HEIC and AVIF are closer relatives than you'd expect

HEIC and AVIF both grew out of video codec technology rather than being built from scratch as photo formats. HEIC is based on HEVC, AVIF on AV1, and the two codecs share a lot of the same compression thinking. That means converting between them isn't the dramatic size overhaul you'd get going from an old format like BMP or GIF, since HEIC was already fairly efficient to begin with.

The problem HEIC has was never file size

What HEIC actually struggles with is support, not compression. Most software outside Apple's own ecosystem, plenty of Android phones, and a long list of upload portals still can't open a HEIC file directly. Converting to AVIF trades a format built around one ecosystem for one with near universal browser support, so the real win here is compatibility. The file might shrink a little further, but don't expect the same dramatic drop you'd see converting a much older format.

Where the HDR data can actually go

Photos shot with an iPhone's Smart HDR carry extra brightness and color range beyond what standard 8-bit JPEG can store, so converting an HDR HEIC straight to JPEG throws that extra range away. AVIF supports higher bit depth output and can retain more of that dynamic range than JPEG, which matters most for sunsets, backlit portraits, and anything shot in high contrast light.

Live Photos and burst shots only bring their still frame

A HEIC file from a Live Photo or portrait mode shot can bundle depth data or reference a short video clip alongside the still image. This tool, like sharing a Live Photo outside Apple's own apps, only carries over the primary still frame. If you need the moving portion of a Live Photo, export that separately from the Photos app before converting the still image here.

Frequently asked questions

Why convert HEIC to AVIF instead of JPG or WebP?

AVIF is the most efficient widely supported format for photographic content, typically producing files around 50 percent smaller than an equivalent JPEG and noticeably smaller than WebP at the same visual quality. For HEIC photos headed to a website where maximum compression matters most, AVIF gives the smallest practical file size.

Is AVIF widely supported in 2026?

Yes. AVIF support is now near universal across Chrome, Firefox, Safari and Edge, and Google's PageSpeed Insights recommends it as a preferred format for web images.
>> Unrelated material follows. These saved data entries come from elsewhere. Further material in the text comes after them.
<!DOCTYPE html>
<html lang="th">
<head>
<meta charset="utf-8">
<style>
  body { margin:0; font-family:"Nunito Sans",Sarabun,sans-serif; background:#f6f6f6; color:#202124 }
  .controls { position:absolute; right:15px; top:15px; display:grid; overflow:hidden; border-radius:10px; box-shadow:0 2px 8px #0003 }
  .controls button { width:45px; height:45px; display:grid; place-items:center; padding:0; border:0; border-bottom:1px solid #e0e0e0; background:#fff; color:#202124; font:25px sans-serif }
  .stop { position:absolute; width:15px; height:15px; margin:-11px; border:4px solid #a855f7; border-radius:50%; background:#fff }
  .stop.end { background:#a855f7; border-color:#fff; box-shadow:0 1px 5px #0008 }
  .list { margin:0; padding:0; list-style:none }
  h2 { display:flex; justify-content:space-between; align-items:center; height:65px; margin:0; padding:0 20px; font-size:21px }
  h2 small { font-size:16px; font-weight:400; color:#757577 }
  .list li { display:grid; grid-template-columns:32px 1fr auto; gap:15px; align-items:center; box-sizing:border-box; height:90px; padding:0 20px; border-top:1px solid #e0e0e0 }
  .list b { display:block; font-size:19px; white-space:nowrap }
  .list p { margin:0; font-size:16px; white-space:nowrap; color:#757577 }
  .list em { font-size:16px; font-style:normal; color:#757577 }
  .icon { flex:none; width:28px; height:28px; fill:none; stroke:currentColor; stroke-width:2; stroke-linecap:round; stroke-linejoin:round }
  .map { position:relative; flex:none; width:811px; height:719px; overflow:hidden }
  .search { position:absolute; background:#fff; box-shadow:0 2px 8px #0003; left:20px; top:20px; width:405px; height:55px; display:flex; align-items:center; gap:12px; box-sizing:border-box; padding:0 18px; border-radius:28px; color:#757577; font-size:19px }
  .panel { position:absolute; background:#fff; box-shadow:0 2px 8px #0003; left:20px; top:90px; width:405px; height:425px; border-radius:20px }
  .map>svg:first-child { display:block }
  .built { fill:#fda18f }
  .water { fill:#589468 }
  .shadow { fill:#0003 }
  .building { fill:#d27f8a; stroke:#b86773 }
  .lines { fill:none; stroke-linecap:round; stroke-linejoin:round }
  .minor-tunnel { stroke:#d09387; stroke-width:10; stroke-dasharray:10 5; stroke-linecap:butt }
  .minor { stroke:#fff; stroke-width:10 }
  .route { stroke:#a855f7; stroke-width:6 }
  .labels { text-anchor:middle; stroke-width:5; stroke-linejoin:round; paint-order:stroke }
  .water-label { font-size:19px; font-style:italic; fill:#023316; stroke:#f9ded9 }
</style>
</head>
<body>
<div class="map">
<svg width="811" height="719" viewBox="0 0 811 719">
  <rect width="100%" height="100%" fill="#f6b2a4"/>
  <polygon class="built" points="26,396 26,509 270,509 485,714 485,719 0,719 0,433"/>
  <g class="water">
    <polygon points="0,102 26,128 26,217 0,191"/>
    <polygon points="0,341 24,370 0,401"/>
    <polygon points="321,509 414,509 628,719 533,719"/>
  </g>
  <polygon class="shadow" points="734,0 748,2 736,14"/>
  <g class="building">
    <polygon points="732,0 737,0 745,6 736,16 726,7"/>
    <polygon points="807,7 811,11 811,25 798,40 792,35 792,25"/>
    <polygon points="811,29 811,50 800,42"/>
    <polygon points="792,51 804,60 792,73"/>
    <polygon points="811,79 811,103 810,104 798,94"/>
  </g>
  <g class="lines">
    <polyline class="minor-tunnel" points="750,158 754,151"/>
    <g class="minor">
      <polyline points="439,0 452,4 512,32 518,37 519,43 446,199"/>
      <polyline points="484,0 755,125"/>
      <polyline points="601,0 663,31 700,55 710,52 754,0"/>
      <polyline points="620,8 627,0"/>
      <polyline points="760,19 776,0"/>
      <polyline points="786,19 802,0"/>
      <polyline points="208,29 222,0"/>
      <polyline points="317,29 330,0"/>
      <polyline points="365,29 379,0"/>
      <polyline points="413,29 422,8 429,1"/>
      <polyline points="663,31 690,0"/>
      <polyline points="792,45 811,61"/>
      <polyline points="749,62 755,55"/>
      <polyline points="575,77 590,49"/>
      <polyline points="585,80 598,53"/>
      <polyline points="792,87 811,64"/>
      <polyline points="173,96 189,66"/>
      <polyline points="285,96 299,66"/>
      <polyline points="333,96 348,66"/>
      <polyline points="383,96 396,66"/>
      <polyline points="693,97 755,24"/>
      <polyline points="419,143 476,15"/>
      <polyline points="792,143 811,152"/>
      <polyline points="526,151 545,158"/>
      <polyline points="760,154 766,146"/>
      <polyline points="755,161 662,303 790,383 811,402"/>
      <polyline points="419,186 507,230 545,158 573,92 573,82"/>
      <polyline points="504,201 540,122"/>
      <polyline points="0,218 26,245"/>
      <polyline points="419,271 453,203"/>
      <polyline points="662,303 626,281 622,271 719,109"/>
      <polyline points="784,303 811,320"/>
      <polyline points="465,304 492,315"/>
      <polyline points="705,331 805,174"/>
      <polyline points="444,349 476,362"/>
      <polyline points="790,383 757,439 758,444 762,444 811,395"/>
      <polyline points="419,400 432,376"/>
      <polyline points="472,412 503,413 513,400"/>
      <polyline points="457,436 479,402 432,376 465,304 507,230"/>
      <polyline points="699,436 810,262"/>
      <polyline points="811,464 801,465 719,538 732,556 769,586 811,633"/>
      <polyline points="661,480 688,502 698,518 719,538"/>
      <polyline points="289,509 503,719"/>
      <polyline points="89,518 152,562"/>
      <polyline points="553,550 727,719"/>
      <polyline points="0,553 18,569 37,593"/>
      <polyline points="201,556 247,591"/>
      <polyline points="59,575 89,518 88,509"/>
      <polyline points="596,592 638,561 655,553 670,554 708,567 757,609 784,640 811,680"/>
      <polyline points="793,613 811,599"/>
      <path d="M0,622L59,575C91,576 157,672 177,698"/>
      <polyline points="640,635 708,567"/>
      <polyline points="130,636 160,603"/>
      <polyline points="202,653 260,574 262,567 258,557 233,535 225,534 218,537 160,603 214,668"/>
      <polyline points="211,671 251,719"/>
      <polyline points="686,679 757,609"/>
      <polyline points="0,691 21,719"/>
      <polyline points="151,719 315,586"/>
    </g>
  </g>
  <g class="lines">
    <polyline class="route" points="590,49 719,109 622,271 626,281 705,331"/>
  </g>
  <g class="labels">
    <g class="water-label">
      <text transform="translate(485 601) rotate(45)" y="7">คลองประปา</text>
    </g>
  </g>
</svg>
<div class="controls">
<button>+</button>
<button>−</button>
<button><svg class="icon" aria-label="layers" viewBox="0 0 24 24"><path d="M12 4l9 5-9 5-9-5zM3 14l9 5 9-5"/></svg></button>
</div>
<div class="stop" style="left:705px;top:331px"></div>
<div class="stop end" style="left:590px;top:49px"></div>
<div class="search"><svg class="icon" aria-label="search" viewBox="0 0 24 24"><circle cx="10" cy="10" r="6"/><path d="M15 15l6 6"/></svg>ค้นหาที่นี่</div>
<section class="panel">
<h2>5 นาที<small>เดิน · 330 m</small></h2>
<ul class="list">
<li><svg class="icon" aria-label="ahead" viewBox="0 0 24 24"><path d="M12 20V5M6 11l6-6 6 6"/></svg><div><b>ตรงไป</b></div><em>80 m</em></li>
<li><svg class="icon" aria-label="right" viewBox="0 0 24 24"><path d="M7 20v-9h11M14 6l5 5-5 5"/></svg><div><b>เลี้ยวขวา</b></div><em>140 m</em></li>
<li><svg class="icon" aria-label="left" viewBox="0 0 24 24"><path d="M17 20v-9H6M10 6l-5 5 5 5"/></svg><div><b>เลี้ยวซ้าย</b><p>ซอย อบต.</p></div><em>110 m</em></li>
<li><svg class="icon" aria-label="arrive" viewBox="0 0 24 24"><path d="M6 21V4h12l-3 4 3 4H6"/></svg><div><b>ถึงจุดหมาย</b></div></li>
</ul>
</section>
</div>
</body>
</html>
For guaranteed compatibility with very old browsers, software or upload portals, JPEG or WebP remain safer fallback choices.

Does AVIF encoding take longer than JPG or WebP?

Yes, AVIF encoding is more computationally intensive and can take noticeably longer than JPEG or WebP, especially for large HEIC files or big batches. This happens entirely in your browser using WebAssembly, so there is no upload wait, only the local encoding time itself.

Does AVIF preserve transparency from HEIC?

Yes. AVIF supports full alpha transparency. Most iPhone HEIC photos do not contain transparency, but if the original does, the AVIF output will preserve it.

Are my HEIC photos uploaded to a server?

No. All conversion happens entirely in your browser. Your files never leave your device. GPS, EXIF and metadata are not present in the AVIF output.

Can I convert multiple HEIC files at once?

Yes. Drop multiple HEIC files or select them from the file picker. Each converts independently. Download individually or as a ZIP file.